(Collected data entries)
-*-
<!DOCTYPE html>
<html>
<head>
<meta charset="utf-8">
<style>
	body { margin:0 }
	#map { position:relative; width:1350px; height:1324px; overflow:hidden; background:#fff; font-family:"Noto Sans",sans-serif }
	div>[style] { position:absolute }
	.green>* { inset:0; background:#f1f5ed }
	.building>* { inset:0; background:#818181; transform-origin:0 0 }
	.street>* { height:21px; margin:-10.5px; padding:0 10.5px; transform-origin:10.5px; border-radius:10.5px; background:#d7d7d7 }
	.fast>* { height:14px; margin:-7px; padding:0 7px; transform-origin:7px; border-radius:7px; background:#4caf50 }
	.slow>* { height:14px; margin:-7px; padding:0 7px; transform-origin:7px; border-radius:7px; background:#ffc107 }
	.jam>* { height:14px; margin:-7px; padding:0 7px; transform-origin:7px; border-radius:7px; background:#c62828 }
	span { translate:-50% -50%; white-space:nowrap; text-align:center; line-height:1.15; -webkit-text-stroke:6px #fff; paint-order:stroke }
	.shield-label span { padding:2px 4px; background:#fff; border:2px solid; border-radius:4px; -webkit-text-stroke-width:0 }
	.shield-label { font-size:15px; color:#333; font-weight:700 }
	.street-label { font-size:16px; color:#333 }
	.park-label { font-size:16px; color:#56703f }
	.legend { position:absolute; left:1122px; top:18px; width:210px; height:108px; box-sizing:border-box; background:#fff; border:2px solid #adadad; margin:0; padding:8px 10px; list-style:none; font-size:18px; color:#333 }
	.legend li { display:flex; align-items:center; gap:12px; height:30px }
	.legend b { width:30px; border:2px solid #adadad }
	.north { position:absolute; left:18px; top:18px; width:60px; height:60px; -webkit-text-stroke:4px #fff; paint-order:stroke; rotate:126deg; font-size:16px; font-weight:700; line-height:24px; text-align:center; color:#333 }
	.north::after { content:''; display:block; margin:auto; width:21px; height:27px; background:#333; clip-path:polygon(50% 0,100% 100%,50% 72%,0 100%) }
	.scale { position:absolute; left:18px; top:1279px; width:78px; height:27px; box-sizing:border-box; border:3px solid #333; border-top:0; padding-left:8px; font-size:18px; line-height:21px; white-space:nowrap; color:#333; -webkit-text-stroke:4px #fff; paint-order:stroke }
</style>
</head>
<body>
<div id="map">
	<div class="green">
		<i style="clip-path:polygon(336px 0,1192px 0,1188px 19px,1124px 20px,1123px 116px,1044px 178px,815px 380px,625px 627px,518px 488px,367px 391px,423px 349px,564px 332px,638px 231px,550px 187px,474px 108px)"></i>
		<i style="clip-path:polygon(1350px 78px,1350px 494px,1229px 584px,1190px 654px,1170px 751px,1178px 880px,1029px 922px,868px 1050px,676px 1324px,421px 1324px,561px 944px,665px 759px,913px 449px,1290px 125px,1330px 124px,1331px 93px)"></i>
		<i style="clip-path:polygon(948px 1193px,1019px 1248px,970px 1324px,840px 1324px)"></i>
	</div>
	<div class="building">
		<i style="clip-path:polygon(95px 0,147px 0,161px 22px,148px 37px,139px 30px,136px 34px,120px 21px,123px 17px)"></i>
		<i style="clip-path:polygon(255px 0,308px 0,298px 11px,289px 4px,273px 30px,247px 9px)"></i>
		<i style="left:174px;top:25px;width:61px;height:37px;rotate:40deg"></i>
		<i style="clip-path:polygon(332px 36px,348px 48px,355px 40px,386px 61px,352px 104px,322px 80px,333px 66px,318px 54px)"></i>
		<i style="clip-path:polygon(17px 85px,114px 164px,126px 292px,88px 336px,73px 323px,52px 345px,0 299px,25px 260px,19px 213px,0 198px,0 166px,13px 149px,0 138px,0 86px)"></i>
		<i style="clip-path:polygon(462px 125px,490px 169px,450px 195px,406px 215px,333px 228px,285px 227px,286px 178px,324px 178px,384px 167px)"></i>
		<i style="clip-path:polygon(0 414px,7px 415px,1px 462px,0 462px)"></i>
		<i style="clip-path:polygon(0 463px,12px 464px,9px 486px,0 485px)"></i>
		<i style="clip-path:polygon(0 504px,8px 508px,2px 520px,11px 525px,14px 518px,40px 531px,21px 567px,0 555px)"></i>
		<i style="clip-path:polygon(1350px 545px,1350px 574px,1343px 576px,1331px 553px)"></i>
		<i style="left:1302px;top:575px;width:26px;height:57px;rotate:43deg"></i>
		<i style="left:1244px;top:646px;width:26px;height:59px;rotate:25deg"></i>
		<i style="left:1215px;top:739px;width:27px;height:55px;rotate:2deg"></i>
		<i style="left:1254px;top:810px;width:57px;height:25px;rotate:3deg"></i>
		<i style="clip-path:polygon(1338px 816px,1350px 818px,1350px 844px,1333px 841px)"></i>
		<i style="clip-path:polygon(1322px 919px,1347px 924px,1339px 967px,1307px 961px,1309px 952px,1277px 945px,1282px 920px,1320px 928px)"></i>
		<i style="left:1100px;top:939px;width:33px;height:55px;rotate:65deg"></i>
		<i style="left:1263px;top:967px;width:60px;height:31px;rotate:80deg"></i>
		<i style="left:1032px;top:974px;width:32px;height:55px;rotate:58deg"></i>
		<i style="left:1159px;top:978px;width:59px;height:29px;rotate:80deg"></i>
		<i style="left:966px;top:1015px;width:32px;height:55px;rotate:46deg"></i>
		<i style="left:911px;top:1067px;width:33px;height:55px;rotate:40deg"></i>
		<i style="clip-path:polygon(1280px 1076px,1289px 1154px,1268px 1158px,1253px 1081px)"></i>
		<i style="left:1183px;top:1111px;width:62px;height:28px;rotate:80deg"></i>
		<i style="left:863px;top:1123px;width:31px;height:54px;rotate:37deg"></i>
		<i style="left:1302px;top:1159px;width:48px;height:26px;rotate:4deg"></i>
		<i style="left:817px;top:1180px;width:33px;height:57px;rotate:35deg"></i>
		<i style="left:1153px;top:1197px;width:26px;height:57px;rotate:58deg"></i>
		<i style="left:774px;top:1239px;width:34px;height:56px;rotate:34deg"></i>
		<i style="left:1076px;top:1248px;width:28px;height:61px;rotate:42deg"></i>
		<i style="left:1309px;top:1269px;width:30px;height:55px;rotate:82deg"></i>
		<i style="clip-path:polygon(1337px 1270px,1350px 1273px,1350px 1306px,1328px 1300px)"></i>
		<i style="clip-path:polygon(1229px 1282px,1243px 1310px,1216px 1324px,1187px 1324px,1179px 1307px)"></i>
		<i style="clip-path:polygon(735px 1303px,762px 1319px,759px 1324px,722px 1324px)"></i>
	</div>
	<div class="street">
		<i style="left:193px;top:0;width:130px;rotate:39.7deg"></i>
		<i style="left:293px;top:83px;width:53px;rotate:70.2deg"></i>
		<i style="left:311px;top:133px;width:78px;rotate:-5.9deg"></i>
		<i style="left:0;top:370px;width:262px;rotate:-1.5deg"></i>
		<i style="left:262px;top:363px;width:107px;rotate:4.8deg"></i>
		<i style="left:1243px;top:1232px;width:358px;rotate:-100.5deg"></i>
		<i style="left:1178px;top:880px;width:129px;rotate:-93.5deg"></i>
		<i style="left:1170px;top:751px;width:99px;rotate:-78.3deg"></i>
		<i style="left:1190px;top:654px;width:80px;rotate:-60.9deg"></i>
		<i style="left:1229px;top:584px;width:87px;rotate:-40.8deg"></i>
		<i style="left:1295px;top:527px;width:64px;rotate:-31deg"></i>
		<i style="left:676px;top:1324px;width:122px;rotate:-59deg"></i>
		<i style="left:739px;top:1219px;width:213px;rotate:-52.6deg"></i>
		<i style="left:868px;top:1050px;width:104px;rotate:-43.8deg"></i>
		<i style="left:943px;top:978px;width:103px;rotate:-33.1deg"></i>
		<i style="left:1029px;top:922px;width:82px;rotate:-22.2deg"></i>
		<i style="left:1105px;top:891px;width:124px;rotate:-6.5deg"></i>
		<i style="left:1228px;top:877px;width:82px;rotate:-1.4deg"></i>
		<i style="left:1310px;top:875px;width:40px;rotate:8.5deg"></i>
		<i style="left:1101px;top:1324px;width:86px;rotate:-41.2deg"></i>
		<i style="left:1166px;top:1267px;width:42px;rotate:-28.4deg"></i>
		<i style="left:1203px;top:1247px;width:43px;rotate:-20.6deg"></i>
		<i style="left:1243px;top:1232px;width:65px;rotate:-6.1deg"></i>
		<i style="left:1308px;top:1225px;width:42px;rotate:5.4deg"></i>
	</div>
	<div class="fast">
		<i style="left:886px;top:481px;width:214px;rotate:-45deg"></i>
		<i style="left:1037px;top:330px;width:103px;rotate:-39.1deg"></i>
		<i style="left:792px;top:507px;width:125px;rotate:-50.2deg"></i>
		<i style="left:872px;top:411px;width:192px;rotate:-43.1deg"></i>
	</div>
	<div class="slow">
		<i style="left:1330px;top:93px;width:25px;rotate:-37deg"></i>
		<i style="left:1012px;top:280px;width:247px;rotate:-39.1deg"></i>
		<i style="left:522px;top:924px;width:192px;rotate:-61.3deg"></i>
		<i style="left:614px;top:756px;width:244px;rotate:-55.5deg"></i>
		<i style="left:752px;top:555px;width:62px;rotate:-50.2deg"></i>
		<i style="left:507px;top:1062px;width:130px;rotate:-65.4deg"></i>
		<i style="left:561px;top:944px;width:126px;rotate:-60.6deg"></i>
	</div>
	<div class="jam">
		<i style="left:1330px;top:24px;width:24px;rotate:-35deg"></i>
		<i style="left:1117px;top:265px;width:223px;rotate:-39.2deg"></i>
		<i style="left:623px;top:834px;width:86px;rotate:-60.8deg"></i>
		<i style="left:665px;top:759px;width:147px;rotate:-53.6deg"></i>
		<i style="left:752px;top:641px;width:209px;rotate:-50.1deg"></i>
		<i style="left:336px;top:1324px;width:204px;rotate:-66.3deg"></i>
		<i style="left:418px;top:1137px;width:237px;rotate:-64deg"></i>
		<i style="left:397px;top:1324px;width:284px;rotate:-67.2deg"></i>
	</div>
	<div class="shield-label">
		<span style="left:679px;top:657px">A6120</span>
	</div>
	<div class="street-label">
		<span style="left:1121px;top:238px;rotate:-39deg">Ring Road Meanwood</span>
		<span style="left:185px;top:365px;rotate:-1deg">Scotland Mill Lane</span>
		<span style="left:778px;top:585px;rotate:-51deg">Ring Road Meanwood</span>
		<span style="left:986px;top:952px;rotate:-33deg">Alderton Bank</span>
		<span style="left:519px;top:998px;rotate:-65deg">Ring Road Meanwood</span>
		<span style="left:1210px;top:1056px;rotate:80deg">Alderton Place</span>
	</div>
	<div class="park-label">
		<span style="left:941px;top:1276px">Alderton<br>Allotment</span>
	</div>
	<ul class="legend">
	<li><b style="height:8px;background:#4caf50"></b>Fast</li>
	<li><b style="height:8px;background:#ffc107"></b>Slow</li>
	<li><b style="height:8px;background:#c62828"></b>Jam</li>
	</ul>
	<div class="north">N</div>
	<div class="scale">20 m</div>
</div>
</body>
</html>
-*-
## [Task prompt]
Copy nothing beyond the line containing "position:absolute; left:18px; top:18px;". Transcribe exactly from the first line of the entries down to that line, inclusive.

## [Exercise solution]
<!DOCTYPE html>
<html>
<head>
<meta charset="utf-8">
<style>
	body { margin:0 }
	#map { position:relative; width:1350px; height:1324px; overflow:hidden; background:#fff; font-family:"Noto Sans",sans-serif }
	div>[style] { position:absolute }
	.green>* { inset:0; background:#f1f5ed }
	.building>* { inset:0; background:#818181; transform-origin:0 0 }
	.street>* { height:21px; margin:-10.5px; padding:0 10.5px; transform-origin:10.5px; border-radius:10.5px; background:#d7d7d7 }
	.fast>* { height:14px; margin:-7px; padding:0 7px; transform-origin:7px; border-radius:7px; background:#4caf50 }
	.slow>* { height:14px; margin:-7px; padding:0 7px; transform-origin:7px; border-radius:7px; background:#ffc107 }
	.jam>* { height:14px; margin:-7px; padding:0 7px; transform-origin:7px; border-radius:7px; background:#c62828 }
	span { translate:-50% -50%; white-space:nowrap; text-align:center; line-height:1.15; -webkit-text-stroke:6px #fff; paint-order:stroke }
	.shield-label span { padding:2px 4px; background:#fff; border:2px solid; border-radius:4px; -webkit-text-stroke-width:0 }
	.shield-label { font-size:15px; color:#333; font-weight:700 }
	.street-label { font-size:16px; color:#333 }
	.park-label { font-size:16px; color:#56703f }
	.legend { position:absolute; left:1122px; top:18px; width:210px; height:108px; box-sizing:border-box; background:#fff; border:2px solid #adadad; margin:0; padding:8px 10px; list-style:none; font-size:18px; color:#333 }
	.legend li { display:flex; align-items:center; gap:12px; height:30px }
	.legend b { width:30px; border:2px solid #adadad }
	.north { position:absolute; left:18px; top:18px; width:60px; height:60px; -webkit-text-stroke:4px #fff; paint-order:stroke; rotate:126deg; font-size:16px; font-weight:700; line-height:24px; text-align:center; color:#333 }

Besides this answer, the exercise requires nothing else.